Wow... yeah sometimes I will forego a helmet if it's REALLY hot and I'm only flatting, or if I forget (it has happened before). BUT, if I see a sale ad with someone riding and not wearing a helmet, versus one where the person in the saddle IS wearing a helmet, I'm more likely to look at the one where the rider is wearing a helmet.
Why?
Because in Australia in the past few years there have been three or more incidents where talented dressage riders have been riding, AT HOME, on good footing and educated, reliable horses - and the horse has tripped, the rider has fallen, and the rider has died. Yes, that's right - DIED. All because the horse tripped. Which is something horses do ALL. THE. TIME. My boy tripped several times while jumping today, and he's gone down on his knees before because he wasn't concentrating while flatting.
Can I share my personal story? I was riding along a track a good distance from the nearest road, and I'd been galloping my horse. I slowed him back to a walk to get through a dangerous spot, and then asked him to gallop again. Time came to pull him up again and he wouldn't stop, just kept barreling along that hard track. I lost both stirrups trying to pull him up, darn near yanked his face off using a pulley rein... still nothing. So I clung on for dear life and hoped he would stop soon. No such luck, could not get my stirrups back to save my life, and he jumped a ditch... lost my balance, galloped along for nearly a kilometre hanging off the side of him before I finally lost my grip. I hit this compacted dirt track HARD, from a full gallop. Fractured my humerus. I don't remember hitting the ground, I do remember getting up. I don't remember much past that, and nothing of the hours spent in the hospital.

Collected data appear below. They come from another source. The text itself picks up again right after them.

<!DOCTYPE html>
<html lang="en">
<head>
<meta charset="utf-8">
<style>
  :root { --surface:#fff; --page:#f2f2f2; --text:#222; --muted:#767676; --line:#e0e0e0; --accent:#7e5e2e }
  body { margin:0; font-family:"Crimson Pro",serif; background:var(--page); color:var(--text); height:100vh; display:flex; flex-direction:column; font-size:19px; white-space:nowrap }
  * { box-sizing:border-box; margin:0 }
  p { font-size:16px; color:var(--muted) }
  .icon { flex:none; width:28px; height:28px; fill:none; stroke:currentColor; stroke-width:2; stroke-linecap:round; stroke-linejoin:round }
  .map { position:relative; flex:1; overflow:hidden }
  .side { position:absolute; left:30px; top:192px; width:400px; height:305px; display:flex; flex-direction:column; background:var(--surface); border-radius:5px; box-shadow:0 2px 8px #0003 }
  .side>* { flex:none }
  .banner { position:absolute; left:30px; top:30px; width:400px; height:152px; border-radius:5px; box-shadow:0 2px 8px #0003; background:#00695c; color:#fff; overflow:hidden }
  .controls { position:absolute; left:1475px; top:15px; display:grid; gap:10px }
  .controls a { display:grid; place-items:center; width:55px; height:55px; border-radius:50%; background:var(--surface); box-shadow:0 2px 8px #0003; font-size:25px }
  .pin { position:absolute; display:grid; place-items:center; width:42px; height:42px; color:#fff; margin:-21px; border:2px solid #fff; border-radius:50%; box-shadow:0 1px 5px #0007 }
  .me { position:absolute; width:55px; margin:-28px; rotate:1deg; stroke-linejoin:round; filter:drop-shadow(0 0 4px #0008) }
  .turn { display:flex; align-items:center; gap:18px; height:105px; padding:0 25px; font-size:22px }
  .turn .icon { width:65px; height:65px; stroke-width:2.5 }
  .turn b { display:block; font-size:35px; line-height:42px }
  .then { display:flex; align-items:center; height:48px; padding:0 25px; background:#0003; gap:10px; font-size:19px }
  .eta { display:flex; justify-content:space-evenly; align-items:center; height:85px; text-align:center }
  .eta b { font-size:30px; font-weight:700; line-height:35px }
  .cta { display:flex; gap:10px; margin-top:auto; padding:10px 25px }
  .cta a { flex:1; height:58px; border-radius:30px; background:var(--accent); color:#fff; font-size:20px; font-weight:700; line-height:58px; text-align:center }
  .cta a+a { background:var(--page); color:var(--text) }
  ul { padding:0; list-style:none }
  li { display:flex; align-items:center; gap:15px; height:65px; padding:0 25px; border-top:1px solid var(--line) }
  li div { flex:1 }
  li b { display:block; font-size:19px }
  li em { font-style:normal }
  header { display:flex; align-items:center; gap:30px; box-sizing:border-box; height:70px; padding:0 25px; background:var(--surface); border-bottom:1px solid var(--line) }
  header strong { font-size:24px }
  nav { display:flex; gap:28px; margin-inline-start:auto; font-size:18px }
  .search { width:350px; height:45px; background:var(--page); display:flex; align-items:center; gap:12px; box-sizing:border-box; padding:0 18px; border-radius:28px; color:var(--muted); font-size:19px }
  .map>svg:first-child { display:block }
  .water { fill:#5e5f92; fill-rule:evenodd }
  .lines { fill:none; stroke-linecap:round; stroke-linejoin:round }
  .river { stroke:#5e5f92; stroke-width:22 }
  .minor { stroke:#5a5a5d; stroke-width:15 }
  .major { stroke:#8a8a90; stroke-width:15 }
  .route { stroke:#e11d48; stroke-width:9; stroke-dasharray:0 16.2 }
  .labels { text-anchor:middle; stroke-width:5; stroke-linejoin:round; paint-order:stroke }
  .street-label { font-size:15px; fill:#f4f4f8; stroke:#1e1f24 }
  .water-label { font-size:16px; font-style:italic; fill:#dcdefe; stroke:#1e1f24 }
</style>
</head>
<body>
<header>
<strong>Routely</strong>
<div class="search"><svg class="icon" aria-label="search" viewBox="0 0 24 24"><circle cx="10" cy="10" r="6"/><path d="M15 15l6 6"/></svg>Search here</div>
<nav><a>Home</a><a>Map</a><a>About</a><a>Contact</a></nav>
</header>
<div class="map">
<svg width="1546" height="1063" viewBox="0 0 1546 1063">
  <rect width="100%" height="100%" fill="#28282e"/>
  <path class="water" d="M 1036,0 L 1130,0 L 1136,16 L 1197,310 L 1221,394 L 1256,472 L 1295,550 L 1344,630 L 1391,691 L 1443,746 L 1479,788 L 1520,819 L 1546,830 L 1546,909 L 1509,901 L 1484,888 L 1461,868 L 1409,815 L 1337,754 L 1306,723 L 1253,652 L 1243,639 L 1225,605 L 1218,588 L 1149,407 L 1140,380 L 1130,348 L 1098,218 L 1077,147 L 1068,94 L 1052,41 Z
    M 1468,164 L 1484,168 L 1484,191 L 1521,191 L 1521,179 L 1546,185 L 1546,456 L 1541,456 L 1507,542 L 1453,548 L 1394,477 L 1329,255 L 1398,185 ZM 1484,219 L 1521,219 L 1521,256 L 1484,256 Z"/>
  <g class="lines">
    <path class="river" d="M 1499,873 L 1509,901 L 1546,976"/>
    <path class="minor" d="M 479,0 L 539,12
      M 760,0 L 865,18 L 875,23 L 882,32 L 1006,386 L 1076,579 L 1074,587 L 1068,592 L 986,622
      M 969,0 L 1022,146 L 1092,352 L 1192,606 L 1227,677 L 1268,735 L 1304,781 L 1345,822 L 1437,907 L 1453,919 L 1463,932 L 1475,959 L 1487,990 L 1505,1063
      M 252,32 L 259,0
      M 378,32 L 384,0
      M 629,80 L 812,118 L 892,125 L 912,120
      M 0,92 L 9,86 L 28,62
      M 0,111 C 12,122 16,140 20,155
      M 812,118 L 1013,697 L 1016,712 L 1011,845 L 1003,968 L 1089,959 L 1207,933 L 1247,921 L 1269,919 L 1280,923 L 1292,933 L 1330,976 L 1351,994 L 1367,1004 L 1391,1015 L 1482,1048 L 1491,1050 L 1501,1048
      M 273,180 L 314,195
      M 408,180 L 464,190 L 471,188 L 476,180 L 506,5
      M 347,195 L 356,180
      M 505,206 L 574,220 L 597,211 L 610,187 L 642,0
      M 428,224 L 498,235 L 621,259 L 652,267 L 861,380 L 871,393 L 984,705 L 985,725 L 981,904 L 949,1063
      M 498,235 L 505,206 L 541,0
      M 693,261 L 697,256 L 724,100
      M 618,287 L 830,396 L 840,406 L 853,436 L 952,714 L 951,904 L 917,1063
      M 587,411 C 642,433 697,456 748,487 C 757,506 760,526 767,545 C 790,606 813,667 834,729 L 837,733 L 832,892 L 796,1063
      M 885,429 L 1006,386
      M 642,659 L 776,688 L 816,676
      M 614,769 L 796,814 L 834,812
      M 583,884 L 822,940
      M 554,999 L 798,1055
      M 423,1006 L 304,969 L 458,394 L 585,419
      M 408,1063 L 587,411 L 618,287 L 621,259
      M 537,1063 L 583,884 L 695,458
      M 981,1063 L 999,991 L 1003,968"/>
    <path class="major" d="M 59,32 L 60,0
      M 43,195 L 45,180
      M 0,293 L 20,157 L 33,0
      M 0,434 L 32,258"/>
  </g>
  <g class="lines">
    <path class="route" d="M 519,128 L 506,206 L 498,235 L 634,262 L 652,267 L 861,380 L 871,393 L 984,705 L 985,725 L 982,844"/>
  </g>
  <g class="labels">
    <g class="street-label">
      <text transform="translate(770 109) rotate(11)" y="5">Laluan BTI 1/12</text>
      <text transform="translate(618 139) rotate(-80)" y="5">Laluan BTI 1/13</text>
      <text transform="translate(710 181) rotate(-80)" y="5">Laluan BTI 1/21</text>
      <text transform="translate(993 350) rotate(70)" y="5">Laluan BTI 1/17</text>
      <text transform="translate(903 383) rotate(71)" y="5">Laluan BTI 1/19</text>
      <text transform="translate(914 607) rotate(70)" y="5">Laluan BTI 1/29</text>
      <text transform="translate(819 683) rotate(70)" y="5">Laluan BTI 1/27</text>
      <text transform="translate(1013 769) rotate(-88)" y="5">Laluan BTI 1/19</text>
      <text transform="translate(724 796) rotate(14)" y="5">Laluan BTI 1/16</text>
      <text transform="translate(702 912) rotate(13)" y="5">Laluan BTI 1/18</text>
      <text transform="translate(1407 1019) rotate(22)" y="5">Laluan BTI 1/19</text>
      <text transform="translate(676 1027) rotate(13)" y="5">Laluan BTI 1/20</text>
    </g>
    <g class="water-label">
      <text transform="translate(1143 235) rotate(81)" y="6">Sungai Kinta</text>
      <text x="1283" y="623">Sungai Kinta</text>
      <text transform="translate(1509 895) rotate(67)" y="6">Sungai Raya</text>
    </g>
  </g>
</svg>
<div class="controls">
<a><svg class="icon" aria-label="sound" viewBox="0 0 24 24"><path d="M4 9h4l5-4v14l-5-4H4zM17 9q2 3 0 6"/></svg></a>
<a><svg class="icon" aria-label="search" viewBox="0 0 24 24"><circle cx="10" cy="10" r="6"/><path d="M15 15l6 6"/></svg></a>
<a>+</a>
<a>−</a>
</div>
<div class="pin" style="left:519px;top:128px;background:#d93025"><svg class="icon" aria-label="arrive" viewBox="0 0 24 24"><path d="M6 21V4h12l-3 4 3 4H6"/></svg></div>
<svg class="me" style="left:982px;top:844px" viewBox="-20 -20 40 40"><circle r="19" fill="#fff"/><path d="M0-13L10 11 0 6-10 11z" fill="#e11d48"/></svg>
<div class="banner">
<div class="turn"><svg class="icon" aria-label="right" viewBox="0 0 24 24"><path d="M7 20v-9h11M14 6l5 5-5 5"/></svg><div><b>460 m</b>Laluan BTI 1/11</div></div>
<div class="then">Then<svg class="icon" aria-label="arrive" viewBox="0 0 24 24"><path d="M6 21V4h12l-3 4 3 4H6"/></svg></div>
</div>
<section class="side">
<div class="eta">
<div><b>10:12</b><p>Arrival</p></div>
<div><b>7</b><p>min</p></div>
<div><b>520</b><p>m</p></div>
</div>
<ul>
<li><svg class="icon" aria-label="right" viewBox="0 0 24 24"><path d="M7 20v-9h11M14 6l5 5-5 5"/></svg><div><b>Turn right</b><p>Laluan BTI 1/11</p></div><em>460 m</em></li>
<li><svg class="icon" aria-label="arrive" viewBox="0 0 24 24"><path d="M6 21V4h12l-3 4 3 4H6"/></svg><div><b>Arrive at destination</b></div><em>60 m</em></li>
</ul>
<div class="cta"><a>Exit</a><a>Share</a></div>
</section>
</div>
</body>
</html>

I'm told that the doctor said my helmet was fine, it didn't need replacing. I had already decided to replace it regardless, but I thought I'd pull the lining out to check out the damage.
My helmet had a crack from front to back. A big visible crack.
My pupils weren't the same size for DAYS after that, and I couldn't ride for a week because my fractured humerus was in a sling. It was only a hairline fracture, so it healed pretty quick.
Now, think of what would have happened had I not been wearing a helmet. A minor head injury would have turned into a major one, I could even killed, or worse, permanently brain damaged (yes I do consider brain damage worse than death). The damage done to my helmet as it absorbed some of the shock of the fall would not have been absorbed at all, and would have gone completely into my head and my brain.
I have no doubt that that helmet saved my life. I'd only had it a week, and had to replace it. I replaced it with an identical helmet, same make, same model, because the first had saved my life as far as I was concerned so I was more than willing to spend the money on another one just like it.
MY helmet saved my LIFE. Anyone who thinks they're only for people who are scared, or horses that aren't broke, is gambling with their own life and making riding more dangerous than it needs to be. And that screams to me that they haven't had a bad fall, that they don't know just HOW dangerous riding is.
JMO of course but anyone who quotes "it's for people who are scared, for kids, for bad riders, for green horses" as a reason NOT to wear a helmet is an idiot. Fair enough if you have a medical reason not to, or if you find them uncomfortable and can't enjoy riding with one on, or if you just don't want to. As long as you know the risks of NOT wearing a helmet, and as long as you don't make assumptions like you have!
I wear a helmet almost always. I know I said above that I sometimes don't, but here in Aus, in the summer, we regularly have entire weeks where the temperature doesn't drop below 100F and a helmet in THAT kind of heat is just plain unpleasant. I certainly would never jump without a helmet, and I certainly never ride off the property without one.
I am a good rider. My horse is well broke (if a little bipolar at times) and generally reliable. I still religiously wear a helmet unless it's extremely hot or I'm wearing a hat and therefore forget as I feel like I'm already wearing one.
Ask Faye on here whether riding in a helmet is a good idea or not... she is one person who would most certainly be dead many times over if not for helmets.